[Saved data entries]
☆ ☆ ☆ ☆ ☆ ☆ ☆

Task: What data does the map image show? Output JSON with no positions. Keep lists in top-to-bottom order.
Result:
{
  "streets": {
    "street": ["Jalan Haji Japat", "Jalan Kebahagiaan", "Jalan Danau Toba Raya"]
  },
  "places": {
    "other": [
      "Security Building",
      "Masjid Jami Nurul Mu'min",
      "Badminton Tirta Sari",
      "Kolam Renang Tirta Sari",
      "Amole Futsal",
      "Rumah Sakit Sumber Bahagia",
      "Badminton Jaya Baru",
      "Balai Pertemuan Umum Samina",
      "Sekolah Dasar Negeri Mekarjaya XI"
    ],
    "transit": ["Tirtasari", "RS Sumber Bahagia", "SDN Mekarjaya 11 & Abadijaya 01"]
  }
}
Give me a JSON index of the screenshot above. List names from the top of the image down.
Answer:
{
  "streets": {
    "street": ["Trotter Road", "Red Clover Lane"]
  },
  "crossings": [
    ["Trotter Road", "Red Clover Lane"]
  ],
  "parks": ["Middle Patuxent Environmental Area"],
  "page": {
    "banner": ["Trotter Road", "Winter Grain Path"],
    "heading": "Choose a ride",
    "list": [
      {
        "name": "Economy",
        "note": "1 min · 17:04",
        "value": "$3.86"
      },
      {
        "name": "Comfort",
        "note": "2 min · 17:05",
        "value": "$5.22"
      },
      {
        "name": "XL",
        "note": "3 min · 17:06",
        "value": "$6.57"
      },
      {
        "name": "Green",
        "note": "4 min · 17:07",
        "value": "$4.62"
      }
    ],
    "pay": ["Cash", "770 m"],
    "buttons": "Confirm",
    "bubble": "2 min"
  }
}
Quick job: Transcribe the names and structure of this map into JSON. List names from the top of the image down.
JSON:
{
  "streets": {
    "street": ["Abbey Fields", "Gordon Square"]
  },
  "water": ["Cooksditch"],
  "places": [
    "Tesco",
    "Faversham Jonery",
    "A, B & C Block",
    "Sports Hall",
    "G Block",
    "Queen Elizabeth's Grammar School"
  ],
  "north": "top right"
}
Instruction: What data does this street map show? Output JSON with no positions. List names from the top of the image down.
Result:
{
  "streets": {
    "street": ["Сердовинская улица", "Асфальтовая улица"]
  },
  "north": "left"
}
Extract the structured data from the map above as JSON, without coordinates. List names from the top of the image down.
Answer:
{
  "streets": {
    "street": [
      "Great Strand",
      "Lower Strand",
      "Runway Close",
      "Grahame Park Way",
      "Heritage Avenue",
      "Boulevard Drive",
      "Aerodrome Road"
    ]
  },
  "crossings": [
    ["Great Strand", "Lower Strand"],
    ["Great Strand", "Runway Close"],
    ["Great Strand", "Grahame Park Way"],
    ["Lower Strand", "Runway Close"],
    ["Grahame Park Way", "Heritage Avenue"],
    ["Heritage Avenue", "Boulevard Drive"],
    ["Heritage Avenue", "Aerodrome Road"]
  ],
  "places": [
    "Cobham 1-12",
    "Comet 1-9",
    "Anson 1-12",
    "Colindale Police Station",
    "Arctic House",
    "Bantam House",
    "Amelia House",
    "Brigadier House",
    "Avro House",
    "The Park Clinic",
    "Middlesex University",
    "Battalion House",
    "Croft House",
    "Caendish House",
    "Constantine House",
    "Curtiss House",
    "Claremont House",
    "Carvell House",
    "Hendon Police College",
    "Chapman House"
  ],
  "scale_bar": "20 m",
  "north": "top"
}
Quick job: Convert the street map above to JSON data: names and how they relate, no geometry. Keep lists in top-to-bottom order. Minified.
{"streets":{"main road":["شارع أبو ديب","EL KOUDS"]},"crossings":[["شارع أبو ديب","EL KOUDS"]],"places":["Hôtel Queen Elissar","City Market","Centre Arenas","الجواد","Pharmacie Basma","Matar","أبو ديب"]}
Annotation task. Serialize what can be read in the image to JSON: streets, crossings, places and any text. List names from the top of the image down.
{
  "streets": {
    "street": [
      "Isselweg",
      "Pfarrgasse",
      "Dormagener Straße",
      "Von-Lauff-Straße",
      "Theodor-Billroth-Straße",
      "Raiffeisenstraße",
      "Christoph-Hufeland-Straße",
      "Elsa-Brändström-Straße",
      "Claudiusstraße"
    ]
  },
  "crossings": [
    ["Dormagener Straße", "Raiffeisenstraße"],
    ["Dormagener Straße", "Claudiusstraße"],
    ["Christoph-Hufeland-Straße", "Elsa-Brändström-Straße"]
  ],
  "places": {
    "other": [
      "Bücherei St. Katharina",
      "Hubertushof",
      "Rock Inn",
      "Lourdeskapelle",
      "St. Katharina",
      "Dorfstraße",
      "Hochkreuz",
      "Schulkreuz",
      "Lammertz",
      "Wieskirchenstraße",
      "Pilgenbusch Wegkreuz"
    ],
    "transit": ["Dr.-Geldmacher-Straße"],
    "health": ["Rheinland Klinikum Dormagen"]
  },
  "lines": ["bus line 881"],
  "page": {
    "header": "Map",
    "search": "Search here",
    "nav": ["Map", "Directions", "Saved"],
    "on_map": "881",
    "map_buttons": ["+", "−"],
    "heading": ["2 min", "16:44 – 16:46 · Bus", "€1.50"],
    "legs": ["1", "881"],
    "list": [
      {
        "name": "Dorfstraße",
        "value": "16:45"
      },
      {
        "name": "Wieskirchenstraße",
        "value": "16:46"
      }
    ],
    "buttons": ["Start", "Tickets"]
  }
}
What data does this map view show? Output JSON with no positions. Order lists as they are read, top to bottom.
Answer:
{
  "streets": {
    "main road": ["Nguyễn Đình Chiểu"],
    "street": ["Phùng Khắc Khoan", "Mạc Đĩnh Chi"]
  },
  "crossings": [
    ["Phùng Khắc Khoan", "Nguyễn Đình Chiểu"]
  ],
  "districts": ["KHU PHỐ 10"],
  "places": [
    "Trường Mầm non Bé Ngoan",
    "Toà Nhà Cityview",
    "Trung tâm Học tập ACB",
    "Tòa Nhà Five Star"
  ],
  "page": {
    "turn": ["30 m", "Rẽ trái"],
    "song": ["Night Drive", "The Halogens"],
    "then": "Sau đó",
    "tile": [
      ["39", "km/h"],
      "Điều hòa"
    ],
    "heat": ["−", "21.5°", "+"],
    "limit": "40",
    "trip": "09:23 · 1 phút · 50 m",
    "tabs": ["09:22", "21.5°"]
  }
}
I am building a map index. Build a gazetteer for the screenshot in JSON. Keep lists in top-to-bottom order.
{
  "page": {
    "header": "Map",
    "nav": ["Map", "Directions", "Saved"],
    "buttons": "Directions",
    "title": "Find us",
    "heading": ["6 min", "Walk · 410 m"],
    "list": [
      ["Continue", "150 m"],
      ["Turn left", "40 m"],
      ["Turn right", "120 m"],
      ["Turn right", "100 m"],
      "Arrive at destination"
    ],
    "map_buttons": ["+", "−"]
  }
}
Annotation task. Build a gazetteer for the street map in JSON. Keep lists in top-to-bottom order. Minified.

☆ ☆ ☆ ☆ ☆ ☆ ☆

Retype the entries. Every line must match exactly.

• Completed task:
Task: What data does the map image show? Output JSON with no positions. Keep lists in top-to-bottom order.
Result:
{
  "streets": {
    "street": ["Jalan Haji Japat", "Jalan Kebahagiaan", "Jalan Danau Toba Raya"]
  },
  "places": {
    "other": [
      "Security Building",
      "Masjid Jami Nurul Mu'min",
      "Badminton Tirta Sari",
      "Kolam Renang Tirta Sari",
      "Amole Futsal",
      "Rumah Sakit Sumber Bahagia",
      "Badminton Jaya Baru",
      "Balai Pertemuan Umum Samina",
      "Sekolah Dasar Negeri Mekarjaya XI"
    ],
    "transit": ["Tirtasari", "RS Sumber Bahagia", "SDN Mekarjaya 11 & Abadijaya 01"]
  }
}
Give me a JSON index of the screenshot above. List names from the top of the image down.
Answer:
{
  "streets": {
    "street": ["Trotter Road", "Red Clover Lane"]
  },
  "crossings": [
    ["Trotter Road", "Red Clover Lane"]
  ],
  "parks": ["Middle Patuxent Environmental Area"],
  "page": {
    "banner": ["Trotter Road", "Winter Grain Path"],
    "heading": "Choose a ride",
    "list": [
      {
        "name": "Economy",
        "note": "1 min · 17:04",
        "value": "$3.86"
      },
      {
        "name": "Comfort",
        "note": "2 min · 17:05",
        "value": "$5.22"
      },
      {
        "name": "XL",
        "note": "3 min · 17:06",
        "value": "$6.57"
      },
      {
        "name": "Green",
        "note": "4 min · 17:07",
        "value": "$4.62"
      }
    ],
    "pay": ["Cash", "770 m"],
    "buttons": "Confirm",
    "bubble": "2 min"
  }
}
Quick job: Transcribe the names and structure of this map into JSON. List names from the top of the image down.
JSON:
{
  "streets": {
    "street": ["Abbey Fields", "Gordon Square"]
  },
  "water": ["Cooksditch"],
  "places": [
    "Tesco",
    "Faversham Jonery",
    "A, B & C Block",
    "Sports Hall",
    "G Block",
    "Queen Elizabeth's Grammar School"
  ],
  "north": "top right"
}
Instruction: What data does this street map show? Output JSON with no positions. List names from the top of the image down.
Result:
{
  "streets": {
    "street": ["Сердовинская улица", "Асфальтовая улица"]
  },
  "north": "left"
}
Extract the structured data from the map above as JSON, without coordinates. List names from the top of the image down.
Answer:
{
  "streets": {
    "street": [
      "Great Strand",
      "Lower Strand",
      "Runway Close",
      "Grahame Park Way",
      "Heritage Avenue",
      "Boulevard Drive",
      "Aerodrome Road"
    ]
  },
  "crossings": [
    ["Great Strand", "Lower Strand"],
    ["Great Strand", "Runway Close"],
    ["Great Strand", "Grahame Park Way"],
    ["Lower Strand", "Runway Close"],
    ["Grahame Park Way", "Heritage Avenue"],
    ["Heritage Avenue", "Boulevard Drive"],
    ["Heritage Avenue", "Aerodrome Road"]
  ],
  "places": [
    "Cobham 1-12",
    "Comet 1-9",
    "Anson 1-12",
    "Colindale Police Station",
    "Arctic House",
    "Bantam House",
    "Amelia House",
    "Brigadier House",
    "Avro House",
    "The Park Clinic",
    "Middlesex University",
    "Battalion House",
    "Croft House",
    "Caendish House",
    "Constantine House",
    "Curtiss House",
    "Claremont House",
    "Carvell House",
    "Hendon Police College",
    "Chapman House"
  ],
  "scale_bar": "20 m",
  "north": "top"
}
Quick job: Convert the street map above to JSON data: names and how they relate, no geometry. Keep lists in top-to-bottom order. Minified.
{"streets":{"main road":["شارع أبو ديب","EL KOUDS"]},"crossings":[["شارع أبو ديب","EL KOUDS"]],"places":["Hôtel Queen Elissar","City Market","Centre Arenas","الجواد","Pharmacie Basma","Matar","أبو ديب"]}
Annotation task. Serialize what can be read in the image to JSON: streets, crossings, places and any text. List names from the top of the image down.
{
  "streets": {
    "street": [
      "Isselweg",
      "Pfarrgasse",
      "Dormagener Straße",
      "Von-Lauff-Straße",
      "Theodor-Billroth-Straße",
      "Raiffeisenstraße",
      "Christoph-Hufeland-Straße",
      "Elsa-Brändström-Straße",
      "Claudiusstraße"
    ]
  },
  "crossings": [
    ["Dormagener Straße", "Raiffeisenstraße"],
    ["Dormagener Straße", "Claudiusstraße"],
    ["Christoph-Hufeland-Straße", "Elsa-Brändström-Straße"]
  ],
  "places": {
    "other": [
      "Bücherei St. Katharina",
      "Hubertushof",
      "Rock Inn",
      "Lourdeskapelle",
      "St. Katharina",
      "Dorfstraße",
      "Hochkreuz",
      "Schulkreuz",
      "Lammertz",
      "Wieskirchenstraße",
      "Pilgenbusch Wegkreuz"
    ],
    "transit": ["Dr.-Geldmacher-Straße"],
    "health": ["Rheinland Klinikum Dormagen"]
  },
  "lines": ["bus line 881"],
  "page": {
    "header": "Map",
    "search": "Search here",
    "nav": ["Map", "Directions", "Saved"],
    "on_map": "881",
    "map_buttons": ["+", "−"],
    "heading": ["2 min", "16:44 – 16:46 · Bus", "€1.50"],
    "legs": ["1", "881"],
    "list": [
      {
        "name": "Dorfstraße",
        "value": "16:45"
      },
      {
        "name": "Wieskirchenstraße",
        "value": "16:46"
      }
    ],
    "buttons": ["Start", "Tickets"]
  }
}
What data does this map view show? Output JSON with no positions. Order lists as they are read, top to bottom.
Answer:
{
  "streets": {
    "main road": ["Nguyễn Đình Chiểu"],
    "street": ["Phùng Khắc Khoan", "Mạc Đĩnh Chi"]
  },
  "crossings": [
    ["Phùng Khắc Khoan", "Nguyễn Đình Chiểu"]
  ],
  "districts": ["KHU PHỐ 10"],
  "places": [
    "Trường Mầm non Bé Ngoan",
    "Toà Nhà Cityview",
    "Trung tâm Học tập ACB",
    "Tòa Nhà Five Star"
  ],
  "page": {
    "turn": ["30 m", "Rẽ trái"],
    "song": ["Night Drive", "The Halogens"],
    "then": "Sau đó",
    "tile": [
      ["39", "km/h"],
      "Điều hòa"
    ],
    "heat": ["−", "21.5°", "+"],
    "limit": "40",
    "trip": "09:23 · 1 phút · 50 m",
    "tabs": ["09:22", "21.5°"]
  }
}
I am building a map index. Build a gazetteer for the screenshot in JSON. Keep lists in top-to-bottom order.
{
  "page": {
    "header": "Map",
    "nav": ["Map", "Directions", "Saved"],
    "buttons": "Directions",
    "title": "Find us",
    "heading": ["6 min", "Walk · 410 m"],
    "list": [
      ["Continue", "150 m"],
      ["Turn left", "40 m"],
      ["Turn right", "120 m"],
      ["Turn right", "100 m"],
      "Arrive at destination"
    ],
    "map_buttons": ["+", "−"]
  }
}
Annotation task. Build a gazetteer for the street map in JSON. Keep lists in top-to-bottom order. Minified.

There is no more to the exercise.